We assume that trees are provided in the newick-tree format. Conveniently, in Python there is a package for handling newick trees.
Basically we just use ete2 to store the tree structure for iterating and visualization. The newick trees produced by phylobayes are not directly following any standard type of newick tree that ete2 understands so if we load directly there is a loss of information. Specifically, the transitions at internal nodes will be ignored.
To fix this there is a function called fix_tree that reads the tree in to get the basic structure then it iterates over the newick formatted string to both confirm the structure and repopulate the missing informtion.
Before we can fix the tree we must standardize it first.

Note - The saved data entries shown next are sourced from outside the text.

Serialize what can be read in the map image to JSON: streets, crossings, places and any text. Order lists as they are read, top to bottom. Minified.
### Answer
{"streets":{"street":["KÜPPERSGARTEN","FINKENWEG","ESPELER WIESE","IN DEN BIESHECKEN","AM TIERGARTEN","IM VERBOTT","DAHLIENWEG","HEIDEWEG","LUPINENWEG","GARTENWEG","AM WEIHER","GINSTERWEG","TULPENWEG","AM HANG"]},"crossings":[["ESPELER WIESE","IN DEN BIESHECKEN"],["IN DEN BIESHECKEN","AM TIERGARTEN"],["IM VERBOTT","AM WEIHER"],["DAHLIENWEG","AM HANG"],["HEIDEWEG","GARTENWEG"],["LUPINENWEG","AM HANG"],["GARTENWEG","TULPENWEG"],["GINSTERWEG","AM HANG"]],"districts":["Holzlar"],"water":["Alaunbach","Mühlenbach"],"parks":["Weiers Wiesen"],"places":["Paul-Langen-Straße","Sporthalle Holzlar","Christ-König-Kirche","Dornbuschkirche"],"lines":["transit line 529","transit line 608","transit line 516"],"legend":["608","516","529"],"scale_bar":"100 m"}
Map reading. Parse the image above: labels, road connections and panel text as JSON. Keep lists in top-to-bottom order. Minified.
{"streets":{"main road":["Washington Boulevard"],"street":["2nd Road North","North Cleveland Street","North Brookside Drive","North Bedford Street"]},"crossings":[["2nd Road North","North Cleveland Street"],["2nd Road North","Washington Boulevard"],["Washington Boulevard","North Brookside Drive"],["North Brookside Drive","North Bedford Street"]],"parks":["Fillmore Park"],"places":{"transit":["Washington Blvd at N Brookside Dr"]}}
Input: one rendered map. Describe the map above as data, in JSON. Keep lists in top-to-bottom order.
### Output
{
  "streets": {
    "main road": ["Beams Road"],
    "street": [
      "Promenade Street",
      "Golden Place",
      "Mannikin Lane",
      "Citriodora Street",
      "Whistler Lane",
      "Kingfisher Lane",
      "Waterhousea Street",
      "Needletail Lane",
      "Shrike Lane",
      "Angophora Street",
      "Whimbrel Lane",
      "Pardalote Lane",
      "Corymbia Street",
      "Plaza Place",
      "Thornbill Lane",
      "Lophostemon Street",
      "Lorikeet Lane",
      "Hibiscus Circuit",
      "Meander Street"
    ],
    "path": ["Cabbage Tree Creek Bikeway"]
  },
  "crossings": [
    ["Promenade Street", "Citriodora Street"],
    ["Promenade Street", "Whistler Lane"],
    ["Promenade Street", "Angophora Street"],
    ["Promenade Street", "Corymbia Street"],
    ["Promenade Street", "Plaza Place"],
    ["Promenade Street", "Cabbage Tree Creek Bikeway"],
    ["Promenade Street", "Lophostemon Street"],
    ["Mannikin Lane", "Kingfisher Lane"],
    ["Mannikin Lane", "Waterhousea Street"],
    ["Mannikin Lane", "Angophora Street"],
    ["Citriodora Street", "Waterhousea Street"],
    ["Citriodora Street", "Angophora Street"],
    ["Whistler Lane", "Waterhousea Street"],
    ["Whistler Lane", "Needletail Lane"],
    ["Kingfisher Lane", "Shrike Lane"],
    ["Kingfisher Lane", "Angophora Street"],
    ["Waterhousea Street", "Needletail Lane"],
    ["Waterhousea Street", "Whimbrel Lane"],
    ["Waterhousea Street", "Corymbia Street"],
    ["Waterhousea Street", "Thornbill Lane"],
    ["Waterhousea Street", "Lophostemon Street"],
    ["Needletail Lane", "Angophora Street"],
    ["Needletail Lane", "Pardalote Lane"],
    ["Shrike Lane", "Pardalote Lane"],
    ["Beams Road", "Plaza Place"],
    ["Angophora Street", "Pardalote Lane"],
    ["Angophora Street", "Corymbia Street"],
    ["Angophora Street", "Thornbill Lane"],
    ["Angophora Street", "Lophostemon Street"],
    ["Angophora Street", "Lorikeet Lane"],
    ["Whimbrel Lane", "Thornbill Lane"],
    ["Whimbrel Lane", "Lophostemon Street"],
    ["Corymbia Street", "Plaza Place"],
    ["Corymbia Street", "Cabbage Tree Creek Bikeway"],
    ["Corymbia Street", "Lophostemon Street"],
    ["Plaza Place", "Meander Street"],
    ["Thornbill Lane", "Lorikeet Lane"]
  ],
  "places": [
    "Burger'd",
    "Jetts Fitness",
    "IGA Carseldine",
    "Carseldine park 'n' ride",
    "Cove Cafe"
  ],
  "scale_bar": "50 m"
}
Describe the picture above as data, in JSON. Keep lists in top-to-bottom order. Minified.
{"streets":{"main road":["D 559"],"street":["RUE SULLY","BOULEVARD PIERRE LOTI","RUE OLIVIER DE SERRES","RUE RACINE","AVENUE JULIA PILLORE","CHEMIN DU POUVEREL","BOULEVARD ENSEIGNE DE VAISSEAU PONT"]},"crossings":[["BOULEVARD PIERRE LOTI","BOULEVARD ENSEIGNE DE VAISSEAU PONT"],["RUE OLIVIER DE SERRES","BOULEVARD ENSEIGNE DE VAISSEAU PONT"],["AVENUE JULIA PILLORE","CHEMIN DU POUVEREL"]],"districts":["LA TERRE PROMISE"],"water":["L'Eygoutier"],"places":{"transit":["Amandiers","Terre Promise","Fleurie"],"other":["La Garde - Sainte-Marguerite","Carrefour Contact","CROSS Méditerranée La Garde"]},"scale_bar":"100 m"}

For example we need to make the following types of substitutions
_Q:0.0367044:Q) --> _Q:0.0367044)
_Q:0.044464:Q:0.0512411:K) --> _Q:0.044464)
In [1]:
import os
from ete2 import Tree,TreeStyle
from ete2 import faces, AttrFace
from vertebratesLib import *
def standardize_tree(nwTree):
pattern1 = "[\w|:]+.+?[,|\)|\(]"
parsedTree = nwTree
for r in re.finditer(pattern1,nwTree):
matched = nwTree[r.start(0):r.end(0)]
parsed = re.sub(":[A-Z]","",matched)
multiples = re.findall(":\d\.[\de-]+",parsed)
transitions = "".join(multiples)
if len(multiples) > 1:
parsed = parsed.replace(transitions,multiples[0])
parsedTree = parsedTree.replace(matched,parsed)
return re.sub("\)_[A-Z]:",")",parsedTree)[:-3]+";"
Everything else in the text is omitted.